French priest (1929–2020)

François-Mathurin Gourvès (17 June 1929 – 12 August 2020) was a French Roman Catholic bishop. He served as Bishop of Vannes from 1991 to 2005, and was Bishop Emeritus from 2005 to 2020.

==Biography==
Born as Mathurin Gourvès, he was the son of farmer François and Geneviève Gourvès (née Thomas). After his studies at Sciences Po, he entered the Grand Séminaire in Quimper before continuing his training at the Pontifical Gregorian University and the Institut Catholique de Paris, earning a degree in theology. He finished his studies at the Institut des sciences sociales du travail de Paris. On 6 April 1953, he was ordained as a priest in the Diocese of Quimper.

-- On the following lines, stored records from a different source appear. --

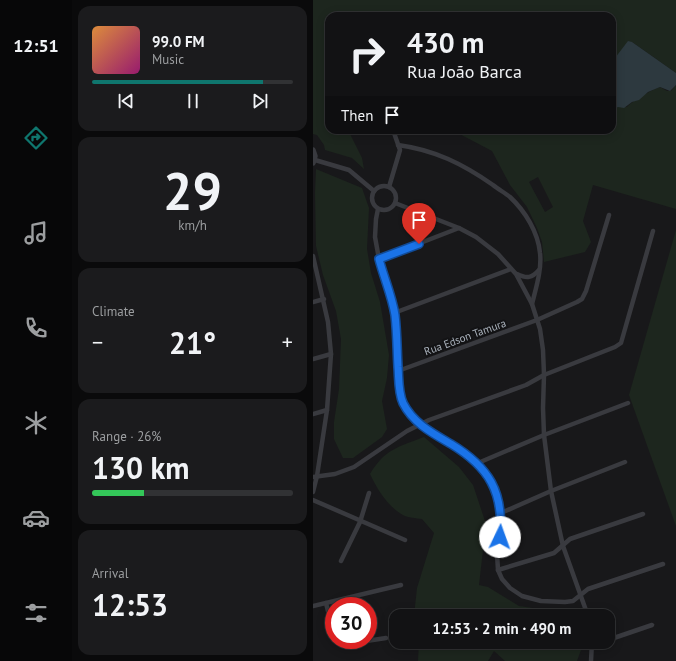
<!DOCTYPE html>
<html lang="en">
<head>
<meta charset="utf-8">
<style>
  body { margin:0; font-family:"PT Sans",sans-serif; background:#1b1b1d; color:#f1f3f6; height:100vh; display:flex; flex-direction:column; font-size:15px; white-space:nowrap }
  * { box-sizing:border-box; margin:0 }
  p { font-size:13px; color:#9c9ea0 }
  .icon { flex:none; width:22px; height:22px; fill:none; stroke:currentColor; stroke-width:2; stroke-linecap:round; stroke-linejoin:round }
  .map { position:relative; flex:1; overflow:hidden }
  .details { display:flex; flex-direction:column; gap:6px; padding:6px; background:#0a0a0b; width:241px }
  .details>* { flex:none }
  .banner { position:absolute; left:12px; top:12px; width:291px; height:122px; border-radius:12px; box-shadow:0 2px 10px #0003,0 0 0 1px #313234; background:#121214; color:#f1f3f6; overflow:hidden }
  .speed { position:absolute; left:12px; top:597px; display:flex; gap:8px; font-size:20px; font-weight:700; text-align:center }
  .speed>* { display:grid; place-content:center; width:52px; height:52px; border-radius:50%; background:#121214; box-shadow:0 2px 10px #0003,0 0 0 1px #313234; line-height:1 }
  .speed .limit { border:6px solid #d22; background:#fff; color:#111 }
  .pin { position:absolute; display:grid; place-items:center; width:34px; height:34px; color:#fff; margin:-41px -17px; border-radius:50% 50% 50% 0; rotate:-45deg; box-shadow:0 0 4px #0007 }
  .pin .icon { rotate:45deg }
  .me { position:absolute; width:44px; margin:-22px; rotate:3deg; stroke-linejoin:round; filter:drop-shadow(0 0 3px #0008) }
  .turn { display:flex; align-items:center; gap:14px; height:84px; padding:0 16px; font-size:18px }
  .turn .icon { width:52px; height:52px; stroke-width:2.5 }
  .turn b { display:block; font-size:28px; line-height:34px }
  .then { display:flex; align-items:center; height:38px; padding:0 16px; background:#0003; gap:8px; font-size:15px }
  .big { font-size:30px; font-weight:700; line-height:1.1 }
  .details .widget { flex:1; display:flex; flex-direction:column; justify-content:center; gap:6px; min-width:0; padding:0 14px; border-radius:12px; background:#1b1b1d }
  .details .dial { align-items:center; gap:0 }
  .dial b { font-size:52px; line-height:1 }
  .song { display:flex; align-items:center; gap:12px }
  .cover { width:48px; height:48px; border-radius:6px; background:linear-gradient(135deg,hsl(30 70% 55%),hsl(320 70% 35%)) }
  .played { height:4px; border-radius:2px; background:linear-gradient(90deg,#0f766e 85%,#313234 85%) }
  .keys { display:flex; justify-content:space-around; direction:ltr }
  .heat { display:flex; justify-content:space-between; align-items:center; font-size:22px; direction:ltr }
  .charge { height:6px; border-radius:3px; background:linear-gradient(90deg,#34c759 26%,#313234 0) }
  .trip { position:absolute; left:76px; top:609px; width:226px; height:40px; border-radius:12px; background:#121214; box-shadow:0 2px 10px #0003,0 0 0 1px #313234; font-weight:700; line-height:40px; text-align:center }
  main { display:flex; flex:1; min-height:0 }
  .menu { display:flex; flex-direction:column; width:72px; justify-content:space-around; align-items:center; background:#070708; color:#9c9ea0 }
  .menu .icon { width:28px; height:28px }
  .menu .active { color:#0f766e }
  .menu b { font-size:18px; color:#f1f3f6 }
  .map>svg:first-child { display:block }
  .green { fill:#1d261e; fill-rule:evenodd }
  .water { fill:#2d393f }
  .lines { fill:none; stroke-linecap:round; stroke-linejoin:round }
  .minor { stroke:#393a3f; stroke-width:4.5 }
  .tertiary { stroke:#393a3f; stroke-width:5.5 }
  .route-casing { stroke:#114b97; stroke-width:10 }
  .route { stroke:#1a73e8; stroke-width:7 }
  .labels { text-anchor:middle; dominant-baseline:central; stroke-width:4; stroke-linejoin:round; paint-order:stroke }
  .street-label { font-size:11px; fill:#a9b1bb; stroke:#131315 }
</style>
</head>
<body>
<main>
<nav class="menu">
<b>12:51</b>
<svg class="icon active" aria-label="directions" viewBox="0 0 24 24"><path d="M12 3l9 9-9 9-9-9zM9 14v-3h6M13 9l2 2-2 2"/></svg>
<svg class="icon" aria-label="music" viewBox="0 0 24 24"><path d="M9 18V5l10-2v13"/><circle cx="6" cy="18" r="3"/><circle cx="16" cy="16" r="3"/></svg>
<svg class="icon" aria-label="phone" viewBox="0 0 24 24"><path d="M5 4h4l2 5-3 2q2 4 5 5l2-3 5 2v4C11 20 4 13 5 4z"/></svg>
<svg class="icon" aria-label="climate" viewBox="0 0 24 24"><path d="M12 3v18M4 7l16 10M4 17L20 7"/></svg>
<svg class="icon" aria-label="car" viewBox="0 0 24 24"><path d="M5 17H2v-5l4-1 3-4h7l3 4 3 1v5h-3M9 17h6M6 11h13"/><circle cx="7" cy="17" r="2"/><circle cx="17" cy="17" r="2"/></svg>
<svg class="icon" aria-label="filters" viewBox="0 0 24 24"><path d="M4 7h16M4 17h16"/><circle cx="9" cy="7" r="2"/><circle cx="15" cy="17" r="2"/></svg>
</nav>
<section class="details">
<div class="widget">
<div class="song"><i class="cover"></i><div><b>99.0 FM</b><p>Music</p></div></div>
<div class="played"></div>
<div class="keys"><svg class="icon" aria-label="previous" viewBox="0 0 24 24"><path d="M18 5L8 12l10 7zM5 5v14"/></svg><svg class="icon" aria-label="pause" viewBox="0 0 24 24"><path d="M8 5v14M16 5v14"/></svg><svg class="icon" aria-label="next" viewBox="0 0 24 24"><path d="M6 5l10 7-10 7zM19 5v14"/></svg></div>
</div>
<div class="widget dial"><b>29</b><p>km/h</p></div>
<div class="widget"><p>Climate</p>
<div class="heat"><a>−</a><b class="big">21°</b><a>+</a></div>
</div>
<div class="widget"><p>Range · 26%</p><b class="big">130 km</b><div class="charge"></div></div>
<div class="widget"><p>Arrival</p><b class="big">12:53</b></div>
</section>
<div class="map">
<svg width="363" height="661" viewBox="0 0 363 661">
  <rect width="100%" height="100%" fill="#18181a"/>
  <g class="green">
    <path d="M0,0h363v73l-44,-31 -20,20v-46h-283v114h19l14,28 2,11 -12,-11 -27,-8 -1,-5 -7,-10 -4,-1z"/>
    <path d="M363,85v124l-83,-24 -10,36 8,21 -6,10 -41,10 -2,-20 -5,-14 -10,-21 -17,-22 -18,-34 -40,-21h160v-19l6,-4h9c5,-6 26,-18 33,-20l7,4h4zM225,177l15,30 -8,5 -16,-30z"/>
    <path d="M3,169l46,19 7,20 -2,41 4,24 9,29 9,53 -2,23 -5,23 5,28 -5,8 -29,21h-10l-9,-19v-17l5,-33 2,-50 -5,-28 -13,-36 -7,-29 -1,-53z"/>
    <path d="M363,230v296l-47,-131z"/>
    <path d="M111,437l35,30 14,18 13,39 -7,61 9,2 31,19 49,7 2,3h-156l3,-28 17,-55 -12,-14c-6,-1 -14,-1 -19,-4 -15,-8 -26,-26 -33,-41 15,-25 28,-27 54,-37z"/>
    <path d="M106,642h162v8l-4,11h-72l-11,-10 -6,10h-70z"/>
  </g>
  <path class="water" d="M315,41l4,1 44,31v12l-6,6 -10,-4 -12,5 -9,8 -7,2 -8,6 -6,-1 -6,4v-49z"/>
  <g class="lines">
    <g class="minor">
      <path d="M85,145c37,5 65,19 95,40 5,4 12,8 17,12 15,14 28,35 30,56 2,16 -4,35 -8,51"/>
      <path d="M2,160l34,10 25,21"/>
      <circle cx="71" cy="198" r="12"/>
      <path d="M76,187l11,-37 -7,-20"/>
      <path d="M82,203l64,25 17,9 22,17 18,20 16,30 8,25 3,21 1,25 -1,33 1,27 7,56 12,55 25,70"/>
      <path d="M65,209l-2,10 -1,18 4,22 15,54 4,69 5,21 16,21 34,21 25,18 8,9 10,22 5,19 -1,24 -3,17 1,16 4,9 8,9 12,8 19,5 24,1 8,-1 15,-12 75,-25"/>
      <path d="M0,256l15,66 3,32 -4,56 -10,66 -4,16"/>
      <path d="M66,259l80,-31"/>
      <path d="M204,274c10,5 15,4 22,-4"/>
      <path d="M0,302l11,-3"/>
      <path d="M81,313l117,-44"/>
      <path d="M0,359l18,-5"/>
      <path d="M85,371l139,-51 40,-18 5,-3 4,-8 23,-76"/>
      <path d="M0,414l14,-4"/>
      <path d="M165,463l66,-28 84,-32"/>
      <path d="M0,477l22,-3 19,-7 53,-36 22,-11 97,-35 18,-10 71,-28 6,-4 32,-112"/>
      <path d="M0,500l92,40"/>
      <path d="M188,513l50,-22 74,-29"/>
      <path d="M28,561l19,-39 9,-29"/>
      <path d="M185,570l56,-17 16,-14 73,-25"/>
      <path d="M13,603l8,33"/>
      <path d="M0,606l88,-21"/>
      <path d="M22,640l5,5 46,-7"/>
      <path d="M295,640l44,-15"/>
      <path d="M279,645l9,-3"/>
      <path d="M278,661l1,-19"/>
    </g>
    <path class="tertiary" d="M0,150l2,6 -2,7"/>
  </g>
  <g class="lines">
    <defs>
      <path id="route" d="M106,244l-40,15c5,19 13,37 16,56 2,17 2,35 3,52 1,11 0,25 5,36 10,20 29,30 48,41 38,23 53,48 49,93"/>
    </defs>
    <use href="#route" class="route-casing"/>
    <use href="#route" class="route"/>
  </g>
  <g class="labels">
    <g class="street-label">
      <text transform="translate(152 337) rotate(-20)">Rua Edson Tamura</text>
    </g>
  </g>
</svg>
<div class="speed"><div class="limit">30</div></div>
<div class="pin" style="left:106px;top:244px;background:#d93025"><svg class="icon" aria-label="arrive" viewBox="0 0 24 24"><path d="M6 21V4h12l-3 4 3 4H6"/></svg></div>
<svg class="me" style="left:187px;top:537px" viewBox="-20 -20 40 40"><circle r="19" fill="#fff"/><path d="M0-13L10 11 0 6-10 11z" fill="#1a73e8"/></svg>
<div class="trip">12:53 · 2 min · 490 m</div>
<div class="banner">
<div class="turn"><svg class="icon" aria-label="right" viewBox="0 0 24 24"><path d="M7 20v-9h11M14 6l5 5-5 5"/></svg><div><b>430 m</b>Rua João Barca</div></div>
<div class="then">Then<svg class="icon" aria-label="arrive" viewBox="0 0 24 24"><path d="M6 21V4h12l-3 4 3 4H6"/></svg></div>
</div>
</div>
</main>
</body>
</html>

After having been a vicar in Landerneau, Gourvès became a diocesan chaplain with the Young Christian Workers from 1957 to 1967. In 1969, he was sent to the Saint-Sauveur church in Brest until 1975.

Gourvès was consecrated as Bishop of Vannes on 24 February 1991 and subsequently added François to his first name. He officially became Bishop on 16 November 1991, succeeding Pierre Boussard, the same man who had ordained him. In 1996, Bishop Gourvès joined multiple diocesan radio stations, including Radio chrétienne francophone. That same year, he was at the welcoming of Pope John Paul II, who was the first Pope to set foot in Brittany. John Paul II gave a speech in Sainte-Anne-d'Auray, the only known place where Saint Anne, grandmother of Jesus Christ, had appeared. The speech marked 27 years as Pope for John Paul II, and was one year prior to World Youth Day in France. In 2005, following the consecration of his successor, Raymond Centène, he retired to his hometown of Plougastel-Daoulas. In 2015, he moved to Sainte-Anne-d'Auray.

François-Mathurin Gourvès died on 12 August 2020 in Saint-Anne-d'Auray at the age of 91.